Stored records:
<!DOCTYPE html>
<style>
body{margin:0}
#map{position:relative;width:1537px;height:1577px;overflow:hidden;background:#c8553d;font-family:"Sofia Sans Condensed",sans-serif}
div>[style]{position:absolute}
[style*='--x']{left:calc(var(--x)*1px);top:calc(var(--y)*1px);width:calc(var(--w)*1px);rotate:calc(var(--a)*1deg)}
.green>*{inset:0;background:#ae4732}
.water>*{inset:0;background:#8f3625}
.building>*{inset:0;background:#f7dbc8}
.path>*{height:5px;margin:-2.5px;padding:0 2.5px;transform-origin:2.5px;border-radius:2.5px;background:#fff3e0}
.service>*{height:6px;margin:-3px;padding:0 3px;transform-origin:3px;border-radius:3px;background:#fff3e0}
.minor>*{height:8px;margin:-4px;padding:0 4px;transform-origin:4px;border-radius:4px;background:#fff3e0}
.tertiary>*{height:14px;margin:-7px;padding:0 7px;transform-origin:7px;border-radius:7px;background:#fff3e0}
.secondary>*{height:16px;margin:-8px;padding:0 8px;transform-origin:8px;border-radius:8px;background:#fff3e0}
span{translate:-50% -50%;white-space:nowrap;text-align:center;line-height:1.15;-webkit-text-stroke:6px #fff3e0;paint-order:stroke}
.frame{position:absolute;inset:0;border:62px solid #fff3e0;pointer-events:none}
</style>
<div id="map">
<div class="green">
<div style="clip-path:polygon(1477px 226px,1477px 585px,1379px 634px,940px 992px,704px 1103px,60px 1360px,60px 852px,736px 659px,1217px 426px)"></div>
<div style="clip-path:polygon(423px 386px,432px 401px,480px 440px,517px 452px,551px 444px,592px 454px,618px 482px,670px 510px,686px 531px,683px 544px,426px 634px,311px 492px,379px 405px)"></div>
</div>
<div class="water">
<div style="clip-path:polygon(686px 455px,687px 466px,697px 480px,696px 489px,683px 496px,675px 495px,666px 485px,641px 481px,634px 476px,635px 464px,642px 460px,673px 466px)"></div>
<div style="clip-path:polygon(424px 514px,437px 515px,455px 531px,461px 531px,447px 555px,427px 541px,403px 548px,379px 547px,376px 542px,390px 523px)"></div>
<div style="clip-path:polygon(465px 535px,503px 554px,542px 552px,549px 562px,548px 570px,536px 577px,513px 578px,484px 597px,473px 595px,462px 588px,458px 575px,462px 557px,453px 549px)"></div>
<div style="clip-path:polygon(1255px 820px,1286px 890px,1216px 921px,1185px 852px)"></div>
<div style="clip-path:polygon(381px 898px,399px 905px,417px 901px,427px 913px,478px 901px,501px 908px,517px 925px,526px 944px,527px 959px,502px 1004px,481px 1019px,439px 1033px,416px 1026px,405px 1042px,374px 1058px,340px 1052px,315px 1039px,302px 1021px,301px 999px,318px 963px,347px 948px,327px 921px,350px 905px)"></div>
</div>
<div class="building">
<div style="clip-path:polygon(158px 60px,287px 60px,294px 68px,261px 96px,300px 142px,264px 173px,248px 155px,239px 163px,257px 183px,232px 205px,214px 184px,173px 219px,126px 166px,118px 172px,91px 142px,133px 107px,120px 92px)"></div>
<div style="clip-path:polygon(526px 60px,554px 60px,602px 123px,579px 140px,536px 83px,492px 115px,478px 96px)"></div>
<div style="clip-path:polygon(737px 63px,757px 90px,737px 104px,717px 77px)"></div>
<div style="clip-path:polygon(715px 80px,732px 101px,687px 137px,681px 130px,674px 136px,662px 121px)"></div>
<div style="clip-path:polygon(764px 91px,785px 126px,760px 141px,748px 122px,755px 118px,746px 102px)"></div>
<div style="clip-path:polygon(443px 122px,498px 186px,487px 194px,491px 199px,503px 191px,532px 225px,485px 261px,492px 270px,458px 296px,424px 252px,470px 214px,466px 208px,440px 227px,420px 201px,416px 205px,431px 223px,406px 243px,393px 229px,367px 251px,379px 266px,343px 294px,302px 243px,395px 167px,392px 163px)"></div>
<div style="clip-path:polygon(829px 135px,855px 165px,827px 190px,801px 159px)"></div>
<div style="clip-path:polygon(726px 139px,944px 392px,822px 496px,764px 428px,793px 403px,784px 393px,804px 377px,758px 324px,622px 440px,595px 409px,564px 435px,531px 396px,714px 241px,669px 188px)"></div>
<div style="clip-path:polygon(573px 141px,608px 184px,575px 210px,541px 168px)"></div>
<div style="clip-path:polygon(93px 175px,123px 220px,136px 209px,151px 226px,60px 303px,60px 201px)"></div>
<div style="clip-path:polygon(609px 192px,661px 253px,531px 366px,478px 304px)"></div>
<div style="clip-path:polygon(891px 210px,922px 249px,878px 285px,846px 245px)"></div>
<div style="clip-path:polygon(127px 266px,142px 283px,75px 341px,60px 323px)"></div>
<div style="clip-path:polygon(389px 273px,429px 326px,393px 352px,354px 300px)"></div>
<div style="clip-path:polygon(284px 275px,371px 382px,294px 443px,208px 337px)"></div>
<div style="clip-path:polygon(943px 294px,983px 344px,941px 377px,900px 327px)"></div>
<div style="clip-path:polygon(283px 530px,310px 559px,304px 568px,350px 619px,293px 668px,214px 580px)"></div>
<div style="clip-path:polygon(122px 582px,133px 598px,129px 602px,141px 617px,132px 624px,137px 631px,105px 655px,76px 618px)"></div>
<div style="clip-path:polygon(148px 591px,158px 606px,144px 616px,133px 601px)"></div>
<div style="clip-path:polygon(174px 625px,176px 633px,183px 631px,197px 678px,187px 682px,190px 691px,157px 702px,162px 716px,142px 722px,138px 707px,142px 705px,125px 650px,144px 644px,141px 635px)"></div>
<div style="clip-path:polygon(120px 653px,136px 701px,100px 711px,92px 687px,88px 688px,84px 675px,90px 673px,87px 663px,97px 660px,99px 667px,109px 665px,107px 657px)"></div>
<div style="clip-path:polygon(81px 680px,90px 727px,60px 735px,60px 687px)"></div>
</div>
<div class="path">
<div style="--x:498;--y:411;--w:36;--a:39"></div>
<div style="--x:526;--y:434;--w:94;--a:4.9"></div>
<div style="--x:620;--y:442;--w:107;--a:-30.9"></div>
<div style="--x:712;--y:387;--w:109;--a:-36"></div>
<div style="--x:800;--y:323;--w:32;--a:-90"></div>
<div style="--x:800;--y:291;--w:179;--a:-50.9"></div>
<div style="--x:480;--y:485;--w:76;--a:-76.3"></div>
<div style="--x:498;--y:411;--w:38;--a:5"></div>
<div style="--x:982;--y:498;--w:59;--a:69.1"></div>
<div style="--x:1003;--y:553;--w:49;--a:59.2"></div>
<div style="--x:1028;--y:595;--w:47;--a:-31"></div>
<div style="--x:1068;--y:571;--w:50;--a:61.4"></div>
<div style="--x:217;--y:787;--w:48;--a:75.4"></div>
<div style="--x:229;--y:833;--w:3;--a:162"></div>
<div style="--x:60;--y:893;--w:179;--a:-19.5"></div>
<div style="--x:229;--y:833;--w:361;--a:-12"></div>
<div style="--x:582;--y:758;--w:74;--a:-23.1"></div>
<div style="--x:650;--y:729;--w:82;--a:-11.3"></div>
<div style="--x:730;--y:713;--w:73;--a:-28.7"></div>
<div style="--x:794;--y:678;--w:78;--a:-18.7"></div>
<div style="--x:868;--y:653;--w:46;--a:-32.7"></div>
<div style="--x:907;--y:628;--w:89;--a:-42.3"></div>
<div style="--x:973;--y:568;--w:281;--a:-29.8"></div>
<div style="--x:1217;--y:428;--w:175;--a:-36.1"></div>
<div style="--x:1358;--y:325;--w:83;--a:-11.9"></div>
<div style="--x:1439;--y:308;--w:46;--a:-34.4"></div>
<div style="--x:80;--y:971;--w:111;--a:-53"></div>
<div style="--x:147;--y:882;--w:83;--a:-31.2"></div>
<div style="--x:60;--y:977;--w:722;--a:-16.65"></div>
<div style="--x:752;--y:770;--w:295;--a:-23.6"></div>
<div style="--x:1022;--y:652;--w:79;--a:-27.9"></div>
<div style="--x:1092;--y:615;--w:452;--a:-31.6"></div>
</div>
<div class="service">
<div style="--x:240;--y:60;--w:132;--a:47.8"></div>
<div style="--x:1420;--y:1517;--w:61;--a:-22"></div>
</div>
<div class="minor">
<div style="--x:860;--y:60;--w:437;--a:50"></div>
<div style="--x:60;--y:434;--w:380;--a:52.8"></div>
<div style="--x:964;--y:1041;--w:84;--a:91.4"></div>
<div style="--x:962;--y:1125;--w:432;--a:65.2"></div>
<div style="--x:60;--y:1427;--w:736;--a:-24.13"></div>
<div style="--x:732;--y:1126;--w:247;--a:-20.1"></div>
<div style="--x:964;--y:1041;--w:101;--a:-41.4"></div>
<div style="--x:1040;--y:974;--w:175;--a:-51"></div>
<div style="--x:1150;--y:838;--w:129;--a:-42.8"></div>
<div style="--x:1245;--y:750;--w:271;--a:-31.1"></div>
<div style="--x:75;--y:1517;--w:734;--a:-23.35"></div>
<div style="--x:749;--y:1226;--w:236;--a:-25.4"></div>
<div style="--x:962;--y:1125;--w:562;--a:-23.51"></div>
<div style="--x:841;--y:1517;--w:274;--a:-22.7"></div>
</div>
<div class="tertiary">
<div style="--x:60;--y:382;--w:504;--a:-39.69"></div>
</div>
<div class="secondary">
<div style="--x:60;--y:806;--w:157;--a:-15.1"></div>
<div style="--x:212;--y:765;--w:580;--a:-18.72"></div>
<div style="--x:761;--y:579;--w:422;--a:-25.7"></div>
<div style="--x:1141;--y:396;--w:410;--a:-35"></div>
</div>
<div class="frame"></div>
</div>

» What to produce: Check each line of the entries above, and show every one holding the word "width".

» Task output:
#map{position:relative;width:1537px;height:1577px;overflow:hidden;background:#c8553d;font-family:"Sofia Sans Condensed",sans-serif}
[style*='--x']{left:calc(var(--x)*1px);top:calc(var(--y)*1px);width:calc(var(--w)*1px);rotate:calc(var(--a)*1deg)}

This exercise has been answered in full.